Lake, the former Eastern Washington University safety now gets to try to call plays against this Auburn offense, which features likely NFL-bound, dual-threat quarterback Jarrett Stidham.

“He’s got the NFL size and the ball comes out nice and clean and easy – and then if we’re covering everything up he’ll do a good job of moving around and he’ll try to dice you again or he’ll tuck it and run,” Lake said. “He causes a lot of issues. We got to be on our game and it’s going to be a heck of a challenge.”

Hamdan said he’s worked with the offense this week extensively on handling the expected crowd noise. He wouldn’t go into any great details, but …

“We have a plan in place for that,” he said with a smile.

“We’re ready to go. Just excited to see these guys cut loose. But anytime you travel as far across the country as we are, first and foremost is handling the crowd noise.”

Lake started coaching with Petersen in 2012 at Boise State, after spending 2006-2011 coaching defensive backs in the NFL for the Tampa Bay Buccaneers and Detroit Lions. He came back to UW in 2015 after coaching under Keith Gilbertson here in 2004.

Hamdan also arrived at UW in 2015, then as its offensive quality control coach before being promoted to wide receivers coach and passing game coordinator and then heading to the Falcons.

But it’s not like Hamdan or Lake will be instilling schemes so unfamiliar to UW fans, not with all their prior experience in this program and not with a Huskies roster so filled with seniors. They have seniors Jake Browning and Myles Gaskin in the backfield, with seniors Trey Adams and Kaleb McGary at the bookend tackles on offense, and a loaded defensive secondary that includes returning starters at both safeties (Taylor Rapp and Jojo McIntosh) and cornerbacks (Byron Murphy and Jordan Miller).

“Coach Lake, he has some new stuff in, but at the same time we still run our core defense,” Miller said. “I’m excited for the things he might dial up in this defense, but it’s still the same defense.”

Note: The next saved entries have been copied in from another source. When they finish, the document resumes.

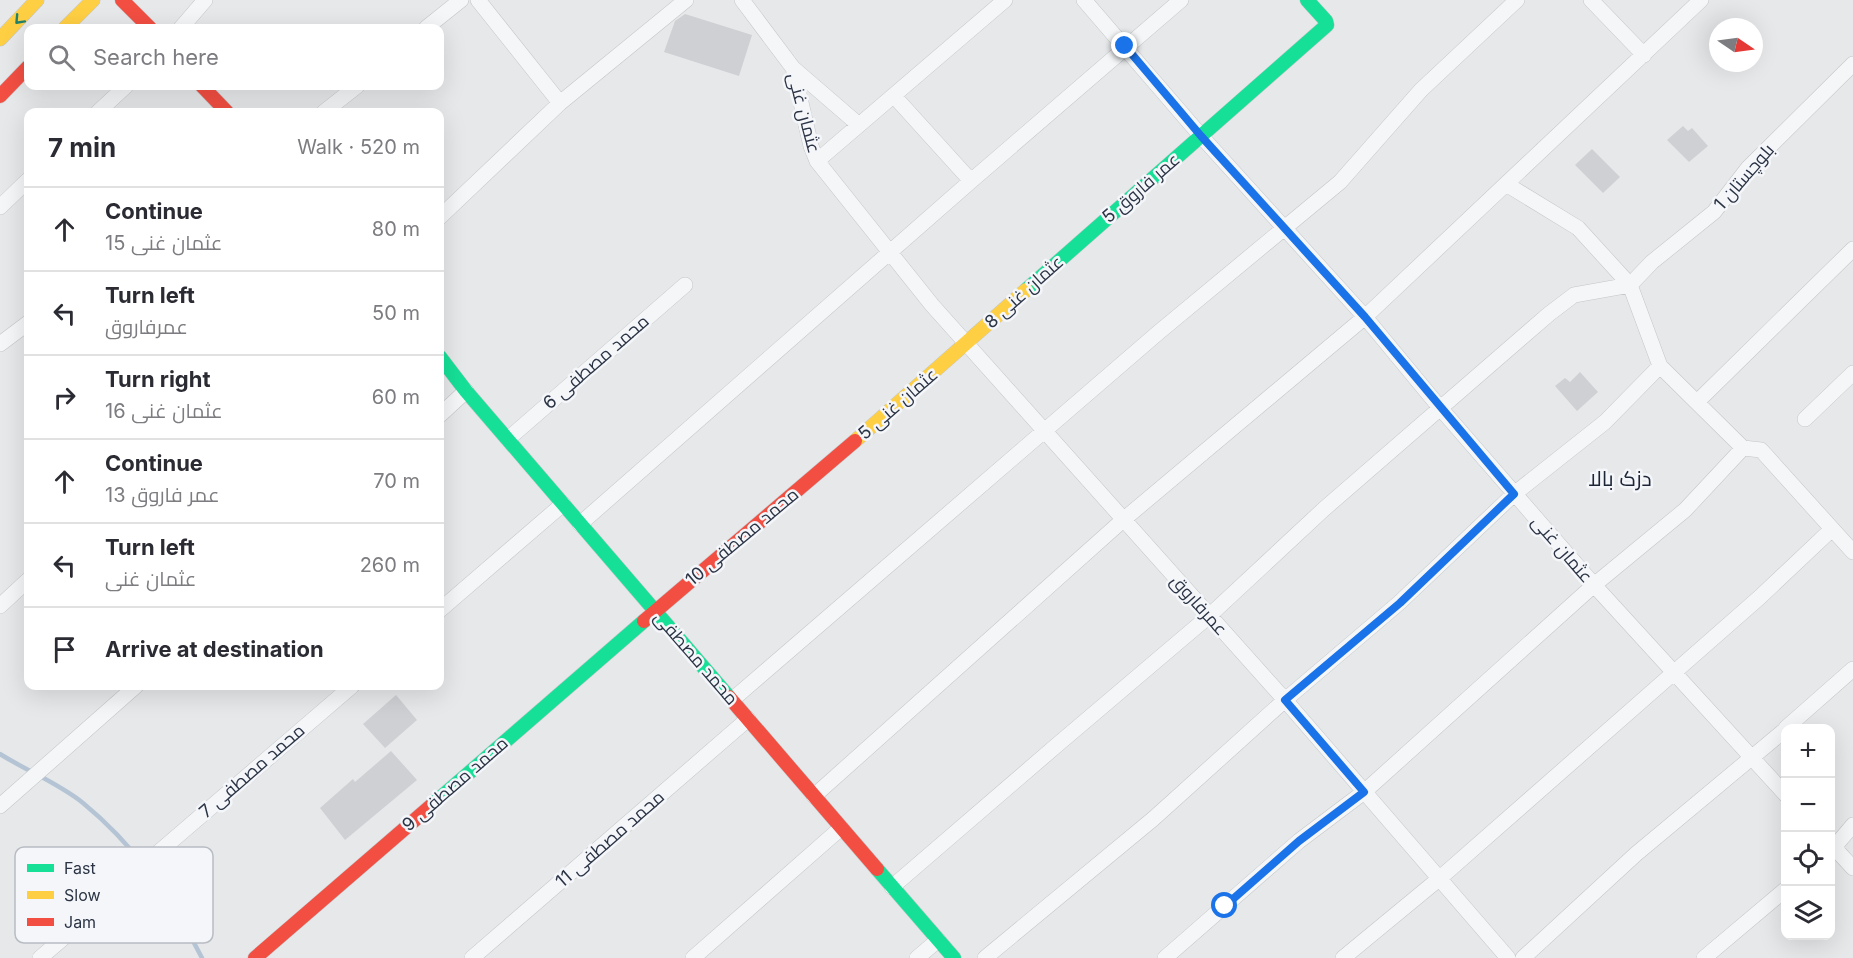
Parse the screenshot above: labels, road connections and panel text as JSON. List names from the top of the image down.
{
  "streets": {
    "main road": [
      "عمر فاروق 5",
      "عثمان غنی 8",
      "عثمان غنی 5",
      "محمد مصطفی 10",
      "محمد مصطفی",
      "محمد مصطفی 9"
    ],
    "street": [
      "عثمان غنی",
      "بلوچستان 1",
      "محمد مصطفی 6",
      "عمرفاروق",
      "محمد مصطفی 7",
      "محمد مصطفی 11"
    ]
  },
  "crossings": [
    ["عثمان غنی", "عمر فاروق 5"],
    ["عثمان غنی", "عمرفاروق"],
    ["عمر فاروق 5", "عثمان غنی 8"],
    ["عثمان غنی 8", "عثمان غنی 5"],
    ["عثمان غنی 8", "عمرفاروق"],
    ["محمد مصطفی 6", "محمد مصطفی"],
    ["عثمان غنی 5", "محمد مصطفی 10"],
    ["عثمان غنی 5", "عمرفاروق"],
    ["محمد مصطفی 10", "محمد مصطفی"],
    ["محمد مصطفی 10", "محمد مصطفی 9"],
    ["محمد مصطفی", "محمد مصطفی 9"],
    ["محمد مصطفی", "محمد مصطفی 11"]
  ],
  "districts": ["دزک بالا"],
  "legend": ["Fast", "Slow", "Jam"],
  "north": "right",
  "page": {
    "search": "Search here",
    "heading": ["7 min", "Walk · 520 m"],
    "list": [
      ["Continue", "عثمان غنی 15", "80 m"],
      ["Turn left", "عمرفاروق", "50 m"],
      ["Turn right", "عثمان غنی 16", "60 m"],
      ["Continue", "عمر فاروق 13", "70 m"],
      ["Turn left", "عثمان غنی", "260 m"],
      "Arrive at destination"
    ],
    "map_buttons": ["+", "−"]
  }
}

And it’s not like Petersen won’t have somewhat of a hand on the wheel.

“We have our style,” Petersen said. “We’re not putting in a whole new defense. So am I super excited to see what it’s like? Not necessarily.

“The smart game planners keep things nice and tight for the game plan. I keep saying that you see these guys with these huge call sheets and things like that and we just go, ‘That’s going to confuse people.’ We keep it nice and tight.

“And as a game planner, it’s really easy to fall into, ‘Well, if that doesn’t work, then we got this. And if that doesn’t work, we got this.’ That can hurt the kids and water down how much you can practice and all those things. So much of the work is done during the week and if you’re smart and keep the game plan nice and tight for the kids it can help.”

Maybe the greater challenge is for Hamdan, especially calling plays against such a vaunted Auburn defense that’s loaded with experience on the defensive line and at linebacker.

“Against a defense like this – this is going to be tough sledding,” Petersen said. “But that’s what we love about this game. It is so competitive and so challenging and that’s how his first game is going to be. It’s going to be as challenging and competitive as it’s going to be. Bush works morning, noon and night to get this right for kids, he’s been on it pretty hard.”

And the more Hamdan works, the more he’s telling himself to not overthink the offense.

“I think playing in these games sometimes as a coach you start thinking about other things, but it comes back to the simple things,” Hamdan said. “Communication, cadence, getting off the snap at the right time and taking everything on step at a time.

“These guys will be phenomenal. It’s a great challenge. And that’s why these players came to the University of Washington is to play in games like this, and we’re excited to see what they do.”